**WHAT IS BEING ASKED**
Reproduce the data in its entirety, exactly as supplied.

**DATA**
○ ○ ○ ○ ○
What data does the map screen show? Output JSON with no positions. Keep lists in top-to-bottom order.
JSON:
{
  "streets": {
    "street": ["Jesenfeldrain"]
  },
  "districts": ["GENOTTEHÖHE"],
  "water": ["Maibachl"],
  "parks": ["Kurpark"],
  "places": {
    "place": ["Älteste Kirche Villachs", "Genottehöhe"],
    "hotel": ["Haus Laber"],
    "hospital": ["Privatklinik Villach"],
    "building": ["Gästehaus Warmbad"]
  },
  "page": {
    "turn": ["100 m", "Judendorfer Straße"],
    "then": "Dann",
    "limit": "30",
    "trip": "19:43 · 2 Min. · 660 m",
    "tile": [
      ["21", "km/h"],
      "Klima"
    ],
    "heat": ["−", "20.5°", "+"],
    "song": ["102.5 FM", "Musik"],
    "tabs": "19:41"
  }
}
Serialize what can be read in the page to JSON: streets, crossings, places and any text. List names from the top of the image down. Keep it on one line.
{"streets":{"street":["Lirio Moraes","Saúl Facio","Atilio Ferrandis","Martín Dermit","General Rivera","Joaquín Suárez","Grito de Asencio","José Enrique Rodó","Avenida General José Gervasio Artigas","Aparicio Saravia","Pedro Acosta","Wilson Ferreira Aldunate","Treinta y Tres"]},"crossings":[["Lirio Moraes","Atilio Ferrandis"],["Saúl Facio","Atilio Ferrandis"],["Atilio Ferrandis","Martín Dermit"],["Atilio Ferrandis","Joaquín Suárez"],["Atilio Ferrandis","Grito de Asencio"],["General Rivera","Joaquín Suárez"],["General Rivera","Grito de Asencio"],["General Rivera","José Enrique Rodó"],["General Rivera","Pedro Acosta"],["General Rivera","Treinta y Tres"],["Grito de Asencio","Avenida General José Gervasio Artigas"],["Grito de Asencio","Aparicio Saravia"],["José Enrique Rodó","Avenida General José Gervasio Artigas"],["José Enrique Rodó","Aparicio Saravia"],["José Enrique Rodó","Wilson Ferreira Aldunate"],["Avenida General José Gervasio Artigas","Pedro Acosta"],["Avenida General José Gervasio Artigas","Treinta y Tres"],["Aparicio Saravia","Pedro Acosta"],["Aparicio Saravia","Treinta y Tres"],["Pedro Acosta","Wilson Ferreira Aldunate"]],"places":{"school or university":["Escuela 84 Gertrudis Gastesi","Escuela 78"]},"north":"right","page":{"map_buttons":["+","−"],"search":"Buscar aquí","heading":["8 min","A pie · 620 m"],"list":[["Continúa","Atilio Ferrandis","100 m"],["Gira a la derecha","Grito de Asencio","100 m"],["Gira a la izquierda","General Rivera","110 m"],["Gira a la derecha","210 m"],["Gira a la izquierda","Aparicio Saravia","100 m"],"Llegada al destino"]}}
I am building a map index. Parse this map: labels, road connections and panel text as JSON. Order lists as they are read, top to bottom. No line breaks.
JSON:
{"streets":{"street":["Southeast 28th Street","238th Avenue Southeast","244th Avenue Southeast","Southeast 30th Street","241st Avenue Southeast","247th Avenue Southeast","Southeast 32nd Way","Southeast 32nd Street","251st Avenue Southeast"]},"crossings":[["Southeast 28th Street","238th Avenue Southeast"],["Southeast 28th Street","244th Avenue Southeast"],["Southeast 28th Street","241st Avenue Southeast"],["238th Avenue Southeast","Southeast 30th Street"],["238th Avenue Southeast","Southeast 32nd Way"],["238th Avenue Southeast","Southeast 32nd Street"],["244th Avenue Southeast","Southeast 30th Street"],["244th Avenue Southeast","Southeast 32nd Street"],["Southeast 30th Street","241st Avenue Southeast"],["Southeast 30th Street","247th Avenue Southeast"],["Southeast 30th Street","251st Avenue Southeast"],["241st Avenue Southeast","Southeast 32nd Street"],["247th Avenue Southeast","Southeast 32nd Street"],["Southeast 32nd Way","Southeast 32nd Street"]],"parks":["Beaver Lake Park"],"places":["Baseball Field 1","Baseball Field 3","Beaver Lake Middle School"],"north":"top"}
○ ○ ○ ○ ○
**EXPECTED ANSWER**
What data does the map screen show? Output JSON with no positions. Keep lists in top-to-bottom order.
JSON:
{
  "streets": {
    "street": ["Jesenfeldrain"]
  },
  "districts": ["GENOTTEHÖHE"],
  "water": ["Maibachl"],
  "parks": ["Kurpark"],
  "places": {
    "place": ["Älteste Kirche Villachs", "Genottehöhe"],
    "hotel": ["Haus Laber"],
    "hospital": ["Privatklinik Villach"],
    "building": ["Gästehaus Warmbad"]
  },
  "page": {
    "turn": ["100 m", "Judendorfer Straße"],
    "then": "Dann",
    "limit": "30",
    "trip": "19:43 · 2 Min. · 660 m",
    "tile": [
      ["21", "km/h"],
      "Klima"
    ],
    "heat": ["−", "20.5°", "+"],
    "song": ["102.5 FM", "Musik"],
    "tabs": "19:41"
  }
}
Serialize what can be read in the page to JSON: streets, crossings, places and any text. List names from the top of the image down. Keep it on one line.
{"streets":{"street":["Lirio Moraes","Saúl Facio","Atilio Ferrandis","Martín Dermit","General Rivera","Joaquín Suárez","Grito de Asencio","José Enrique Rodó","Avenida General José Gervasio Artigas","Aparicio Saravia","Pedro Acosta","Wilson Ferreira Aldunate","Treinta y Tres"]},"crossings":[["Lirio Moraes","Atilio Ferrandis"],["Saúl Facio","Atilio Ferrandis"],["Atilio Ferrandis","Martín Dermit"],["Atilio Ferrandis","Joaquín Suárez"],["Atilio Ferrandis","Grito de Asencio"],["General Rivera","Joaquín Suárez"],["General Rivera","Grito de Asencio"],["General Rivera","José Enrique Rodó"],["General Rivera","Pedro Acosta"],["General Rivera","Treinta y Tres"],["Grito de Asencio","Avenida General José Gervasio Artigas"],["Grito de Asencio","Aparicio Saravia"],["José Enrique Rodó","Avenida General José Gervasio Artigas"],["José Enrique Rodó","Aparicio Saravia"],["José Enrique Rodó","Wilson Ferreira Aldunate"],["Avenida General José Gervasio Artigas","Pedro Acosta"],["Avenida General José Gervasio Artigas","Treinta y Tres"],["Aparicio Saravia","Pedro Acosta"],["Aparicio Saravia","Treinta y Tres"],["Pedro Acosta","Wilson Ferreira Aldunate"]],"places":{"school or university":["Escuela 84 Gertrudis Gastesi","Escuela 78"]},"north":"right","page":{"map_buttons":["+","−"],"search":"Buscar aquí","heading":["8 min","A pie · 620 m"],"list":[["Continúa","Atilio Ferrandis","100 m"],["Gira a la derecha","Grito de Asencio","100 m"],["Gira a la izquierda","General Rivera","110 m"],["Gira a la derecha","210 m"],["Gira a la izquierda","Aparicio Saravia","100 m"],"Llegada al destino"]}}
I am building a map index. Parse this map: labels, road connections and panel text as JSON. Order lists as they are read, top to bottom. No line breaks.
JSON:
{"streets":{"street":["Southeast 28th Street","238th Avenue Southeast","244th Avenue Southeast","Southeast 30th Street","241st Avenue Southeast","247th Avenue Southeast","Southeast 32nd Way","Southeast 32nd Street","251st Avenue Southeast"]},"crossings":[["Southeast 28th Street","238th Avenue Southeast"],["Southeast 28th Street","244th Avenue Southeast"],["Southeast 28th Street","241st Avenue Southeast"],["238th Avenue Southeast","Southeast 30th Street"],["238th Avenue Southeast","Southeast 32nd Way"],["238th Avenue Southeast","Southeast 32nd Street"],["244th Avenue Southeast","Southeast 30th Street"],["244th Avenue Southeast","Southeast 32nd Street"],["Southeast 30th Street","241st Avenue Southeast"],["Southeast 30th Street","247th Avenue Southeast"],["Southeast 30th Street","251st Avenue Southeast"],["241st Avenue Southeast","Southeast 32nd Street"],["247th Avenue Southeast","Southeast 32nd Street"],["Southeast 32nd Way","Southeast 32nd Street"]],"parks":["Beaver Lake Park"],"places":["Baseball Field 1","Baseball Field 3","Beaver Lake Middle School"],"north":"top"}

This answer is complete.